Patchwork Merchant Mercenaries.


Vendertainers that brought many things to a show and are know for helping out where ever they can.

As well as being a place where the older hand made items could be found made by them and enjoyed by all.

We expanded over the years to become well known at what we do. Now we represent over 100 artisans and craftsman that are well known in their venues and some just starting out. Some of their works have been premiered in TV, stage and movies on a regular basis.

Specializing in Medieval, Goth , Stage Film, BDFSM and Practitioner.

Patchwork Merchant Mercenaries a Dept of, Ask For IT was started by artists and former military veterans, and sword fighters, representing over 100 artisans, one who made his living traveling from fair to festival vending medieval wares. The majority of his customers are re-enactors, SCAdians and the like, looking to build their kit with period clothing, feast gear, adornments, etc.

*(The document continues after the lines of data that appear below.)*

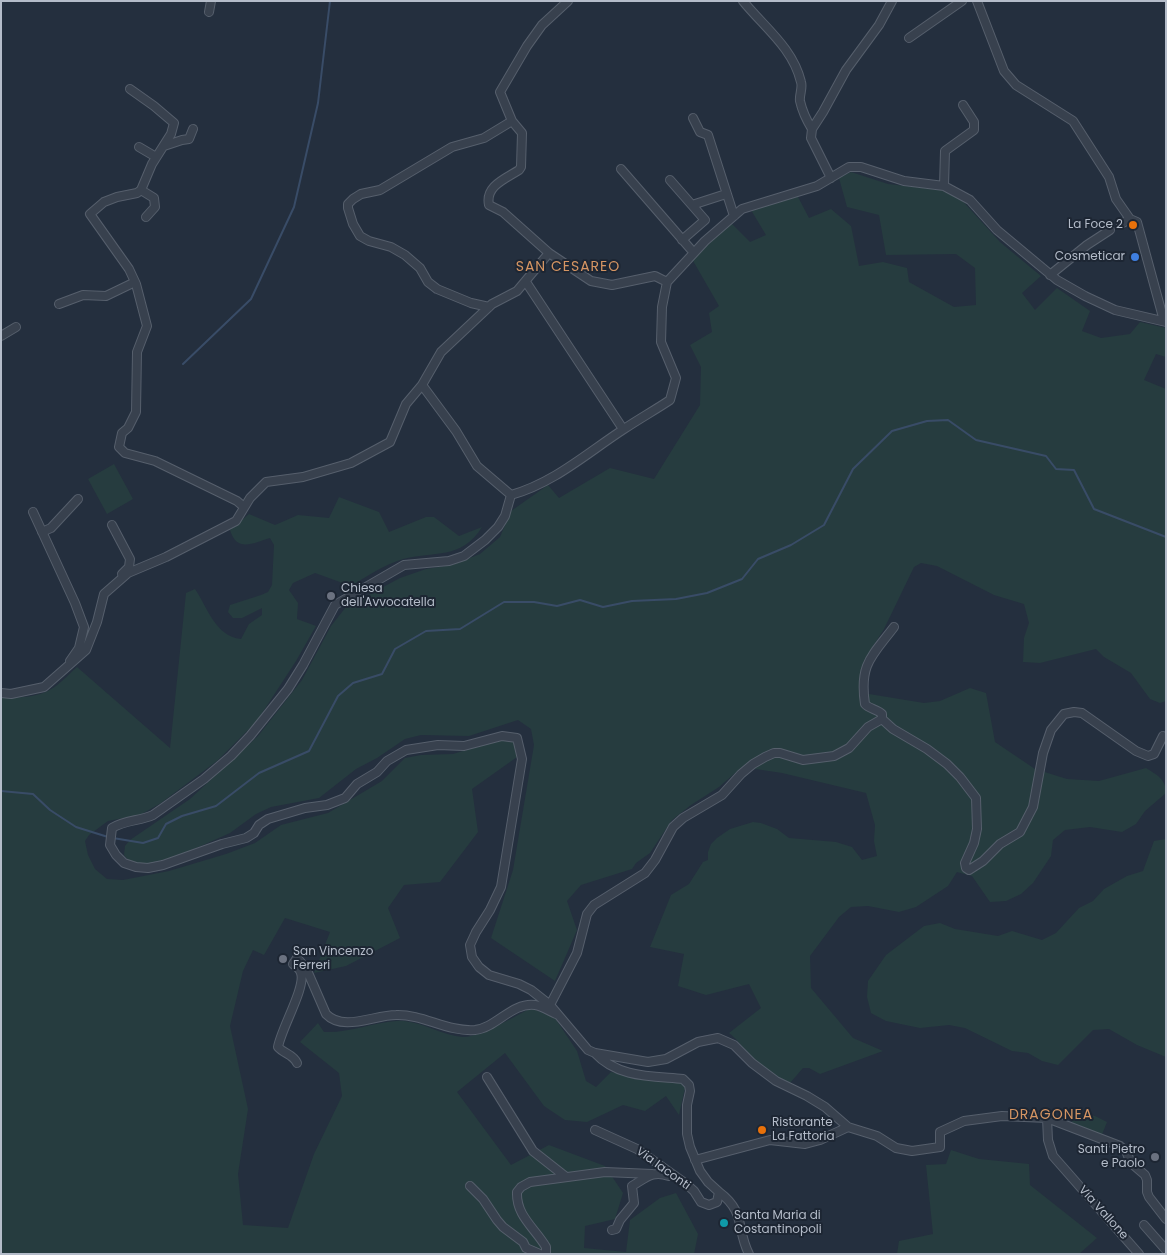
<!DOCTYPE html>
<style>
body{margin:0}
#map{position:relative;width:1167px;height:1255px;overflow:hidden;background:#242f3e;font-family:Poppins,sans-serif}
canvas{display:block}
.frame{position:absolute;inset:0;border:2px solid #b4bcc9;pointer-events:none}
</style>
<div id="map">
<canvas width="1167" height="1255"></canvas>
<div class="frame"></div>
</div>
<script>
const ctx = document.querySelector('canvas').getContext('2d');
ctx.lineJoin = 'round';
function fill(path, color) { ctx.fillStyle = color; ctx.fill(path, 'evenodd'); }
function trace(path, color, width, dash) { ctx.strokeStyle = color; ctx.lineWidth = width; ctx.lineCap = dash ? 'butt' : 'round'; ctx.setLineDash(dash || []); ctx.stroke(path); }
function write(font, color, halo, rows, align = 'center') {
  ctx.font = font + ' Poppins,sans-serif'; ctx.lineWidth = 4; ctx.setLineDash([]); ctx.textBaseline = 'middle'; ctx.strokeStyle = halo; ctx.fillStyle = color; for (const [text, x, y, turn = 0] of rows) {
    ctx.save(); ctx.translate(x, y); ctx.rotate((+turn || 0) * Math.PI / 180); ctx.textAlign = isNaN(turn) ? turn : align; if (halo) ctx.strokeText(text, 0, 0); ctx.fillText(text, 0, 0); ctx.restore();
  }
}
const green = new Path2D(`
 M851,172L888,184L941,190L959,197L1000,242L1041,276L1022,293L1035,310L1057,288L1090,311L1082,331L1101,338L1130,334L1140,322L1166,328V357L1156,354L1144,380L1166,389V701L1160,703L1150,699L1131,673L1104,657L1096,649L1040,663L1023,662L1024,638L1029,623L1024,604L994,595L937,566L921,563L914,567L884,629L868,654L862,672L863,693L924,703L940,701L970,688L986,693L995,742L1035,769L1067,779L1099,781L1146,768C1157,775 1166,779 1166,793L1145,811L1136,824L1122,832L1090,827L1065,830L1053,840L1051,856L1033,883L1021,894L1006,901L990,902L972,876L957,872L948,886L916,907L899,912L868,906L851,907L839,917L810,956L811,988L853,1038L883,1051L820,1074L809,1068H803L790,1083C775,1076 760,1066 748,1053C741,1046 737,1039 729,1033L761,1008L749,984L706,995L678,986L684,954L650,947L671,895L689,884L703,862L708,860V852L711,844L717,838L730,829L753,822L761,823L777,829L789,838L836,842L852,847L862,860L877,856L874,841L875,825L866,793L782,773L742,767L719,787L691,805L672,820L650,853L636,863L632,869L581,885L567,901L577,930L555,981L491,938L513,870L534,745L531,729L518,720L469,736L421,735L405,739L377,758L356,769L319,798L271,807L256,814L230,833L183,854L143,866L129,861L124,855L125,846L130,840L190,799L258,736L302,680L331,626L346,607L400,578L426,569L452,565L480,554L500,537L511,511L548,485L559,498L610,468L654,479L700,405L701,367L690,345L712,332L709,313L719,306L692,259L731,223L750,242L766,235L751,210L797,195L809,218L831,209L851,226L859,266L883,262L907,268L909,282L954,307L976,305L975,268L956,254L886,255L879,215L847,207L839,178Z
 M114,464L133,499L107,514L88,479Z
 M339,497L379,512L389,532L426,517H434L459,536L482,527C462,560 433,551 403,559C384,565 367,576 351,586L315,573L293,583L289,590L298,603L297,619L316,626L296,661L257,721L217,761L161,803L140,815L108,821L89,835L85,841L88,855L95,869L107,879L123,880L169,871L226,854L255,843L281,825L328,813L382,781L405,758L421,755L453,754L499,740L515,742L517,749V757L472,789L478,832L440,882L404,885L388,908L400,938L346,966L314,973L330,932L285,918L264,955L253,950L243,971L230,1026L248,1109L238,1174L243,1225L288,1228L314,1154L342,1096L339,1073L300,1042L318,1023L324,1032C350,1033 371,1023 396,1021C418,1019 442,1036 463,1037C478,1038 516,1016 531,1008L555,1018L577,1051L586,1081L596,1087L611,1072L656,1081L680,1082L685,1085V1088L679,1115L666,1096L645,1111L623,1105L587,1122L565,1120L544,1106L505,1053L457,1092L511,1165L549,1145L605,1166L623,1193L615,1219L585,1226L584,1248L626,1252L630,1220L660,1198L676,1193L698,1234L694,1254H1V697C18,698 38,698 53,688C61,683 69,674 77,667L170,748L186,593L195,589C208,608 215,636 241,639L249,624L262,615V608L242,618H233L228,612L230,605L261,595L268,592L272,585L274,545L270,538C253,543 237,553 230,530L249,514L275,525L298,515L329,518Z
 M1166,839V1057L1137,1045L1109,1029L1093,1030L1058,1065L1042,1061L1028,1053L1012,1051L965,1028L949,1025L920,1028L886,1021L871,1013L867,997L868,981L886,955L924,926L940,923L955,929L998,936L1012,931L1042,940L1056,933L1079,908L1093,901L1104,889L1127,876L1143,871L1154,841Z
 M1074,1113L1095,1116L1107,1122L1101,1137L1071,1126Z
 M951,1150L979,1159L1029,1164L1030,1185L1097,1238L1079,1254H897L899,1241L933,1234L926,1165L946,1164Z`);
const stream = new Path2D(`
 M183,364L251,299L294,207L318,103L330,1
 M1,791L33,794L50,810L76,827L108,837
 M113,838L143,843L158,838L166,824L182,816L216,806L259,773L309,751L338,696L353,683L382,674L395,649L426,631L460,629L504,602H534L557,606L580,600L603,607L632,601L676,599L707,593L742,579L758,559L791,545L824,525L853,469L892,431L927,421L948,420L976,440L1046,456L1056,469L1074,470L1094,509L1166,537`);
const minor = new Path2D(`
 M568,1L542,25L527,46L500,92L512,121L522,133L521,167L519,170C505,179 485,186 489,205L503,212L549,253L591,281L612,285L655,276L667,282
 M743,1C764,27 793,48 801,82C803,88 799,95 800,101C802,110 807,121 812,129
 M977,1L1004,71L1016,85L1073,121L1109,177L1116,199L1130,219L1137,222L1164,321
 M209,12L211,1
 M909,38L962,1
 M130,89L154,106L174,123L171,134L152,164L141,190L137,193L117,197L104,202L90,214L129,269L136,284L147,326L137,352L136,412L128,428L122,433L119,447L125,453L155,461L237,501L244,507
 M693,118L700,132L708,135L734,216
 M164,146L182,140L189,139L193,129
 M139,147L156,157
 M621,169L694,253
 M831,178L811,138L812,129L823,112L846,70L879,25L892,1
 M670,180L705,220L682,240
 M944,186L945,151L974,130V122L963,105
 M141,190L154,198L155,207L146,217
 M692,205L726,194
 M1121,224L1130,219
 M1050,275L1087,245L1110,230
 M526,282L623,429
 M667,282L705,241L742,209L817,186L849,167H861L904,181L944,186L970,200L997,230L1057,280L1085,296L1115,310L1166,322
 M59,304L83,295L106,296L135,282
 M489,307L471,303L437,289L428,282L420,268L405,255L391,247L369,241L360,236L353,224L348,208V204L353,199L361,194L380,190L452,147L484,138L512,121
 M1,336L16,327
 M422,385L456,431L477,466L511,495
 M511,495L505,516L498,527L485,540L464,556L449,561L404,565L335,605L303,665L288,689L250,736L231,756L204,779L153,815C140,821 125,820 112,828L110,845L116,855L124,863L136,867L148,868L163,865L222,844L246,838L254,833L259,825L268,819L305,808L327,805L345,798L357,784L377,772L387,761L406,750L438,745L464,746L502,736L517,738L522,759L501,887L490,910L476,932L470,945L472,957L479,967L489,975L519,984L531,990L550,1005L588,1050L595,1053L648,1062L666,1059L698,1042L718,1038L734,1045L752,1063L776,1081L807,1096L825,1107L848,1127L877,1136L896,1148L912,1151L940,1147V1132L964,1121L1002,1116L1047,1118L1048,1140L1053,1156L1139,1254
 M511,495C554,483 587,453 624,429C639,419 655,410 670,400L676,378L661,342L662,307L667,282
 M33,512L75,603L84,627L79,648L70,661
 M112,525L130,559L129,567L122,574
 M42,532L51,528L78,499
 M894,627C872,656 859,664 865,704C869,709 877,709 882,714V719L893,729L927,749L947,764L960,777L976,798L977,829L974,843L965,863L966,868L969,870L983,861L1000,844L1020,832L1033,807L1043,753L1051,730L1064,714L1074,712L1082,713L1136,751L1148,756L1154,754L1163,736
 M1,693L11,694L44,687L86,650L97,622L104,594L128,573L166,557L236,521L250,498L266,482L303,477L351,463L390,442L406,404L422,385L441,352L492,304L517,291L549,253
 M550,1005L577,953L587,914L594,905L645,873L655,860L673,827L683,818L722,795L741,774L753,764L765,757L774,753H780L803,760L834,756L849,748L868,727L882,719
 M595,1053C618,1078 652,1076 683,1079L689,1085L690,1091L687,1105V1134L690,1147L700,1171L708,1182L719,1192L717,1202L709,1205L701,1202L694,1191L685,1183L637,1149L595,1130
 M297,1063C293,1054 284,1054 278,1047C281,1029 306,987 301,973C300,969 296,966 293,964L297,958L306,968L326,1014C343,1032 374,1015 396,1015C423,1014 447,1032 475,1030C496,1028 512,1002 535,1005C542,1006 549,1011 556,1014
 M487,1077L533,1151L566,1177
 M1047,1118L1120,1146L1126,1151L1131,1163L1145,1175L1147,1180V1192L1149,1197L1166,1219
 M695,1160L770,1140L805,1144L820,1140L848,1127
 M470,1186L483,1199L497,1220L503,1227L523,1242L526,1248L540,1254
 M719,1192C746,1212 736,1229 749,1254
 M1144,1225L1166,1250
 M612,1230L616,1229L620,1220L634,1203L632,1186C646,1178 652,1170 669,1176
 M546,1254V1247C535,1228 516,1216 517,1192L521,1187L530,1182L605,1172L652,1174`);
const markers = [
 [1133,225,5,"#e8710a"],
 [1135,257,5,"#3f7fe0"],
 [331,596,5,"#6b7280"],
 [283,959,5,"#6b7280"],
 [762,1130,5,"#e8710a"],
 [1155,1157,5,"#6b7280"],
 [724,1223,5,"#0f9aa8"]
];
const poiNames = [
 ["La Foce 2",1123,225,"right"],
 ["Cosmeticar",1125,257,"right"],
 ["Chiesa",341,589],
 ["dell'Avvocatella",341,603],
 ["San Vincenzo",293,952],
 ["Ferreri",293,966],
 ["Ristorante",772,1123],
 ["La Fattoria",772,1137],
 ["Santi Pietro",1145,1150,"right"],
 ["e Paolo",1145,1164,"right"],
 ["Santa Maria di",734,1216],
 ["Costantinopoli",734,1230]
];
const streetNames = [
 ["Via Iaconti",663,1169,36],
 ["Via Vallone",1103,1213,48]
];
const neighbourhoodNames = [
 ["SAN CESAREO",568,267],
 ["DRAGONEA",1051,1115]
];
fill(green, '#263c3f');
trace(stream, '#394c67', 2);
trace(minor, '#565f6c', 10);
trace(minor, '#38414e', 8);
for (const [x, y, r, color] of markers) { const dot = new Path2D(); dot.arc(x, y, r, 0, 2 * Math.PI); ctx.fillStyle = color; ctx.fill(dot); trace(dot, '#1d2633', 2); }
write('12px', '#b4bcc9', '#1d2633', poiNames, 'left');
write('12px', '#b4bcc9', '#1d2633', streetNames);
ctx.letterSpacing = '1px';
write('14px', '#d59563', '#1d2633', neighbourhoodNames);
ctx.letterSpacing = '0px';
</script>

Likewise, it is typical for these history-lovers to peruse the tent (aka mobile store front) and, upon finding something that pleases the eye, ask "Is this period?"

A deceitful query!! This is not a yes or no question. One must have a damn good understanding of European history (at least) from the fall of Rome to the mid-1600's to properly answer. Taking into account, also, the culture in which the querent is dressed is vitally important. You see, though it may be well within medieval period, it would be strange to see a Viking wearing a Caftan...or is it?

After a festival's time of answering weighty questions such as these, I'd sleep like a log! Only a mad man could possibly remember the place and time for each piece of kitchen ware, weaponry, cloth, and chain within a span of 1,000 years!! Surely there must be an easier way, a place where he could post all this knowledge...

Traveling Within The World is meant to be such a place. A place for all of these artists to keep in touch and directly interact with their fellow geeks and re-enactment hobbyists, their clientele.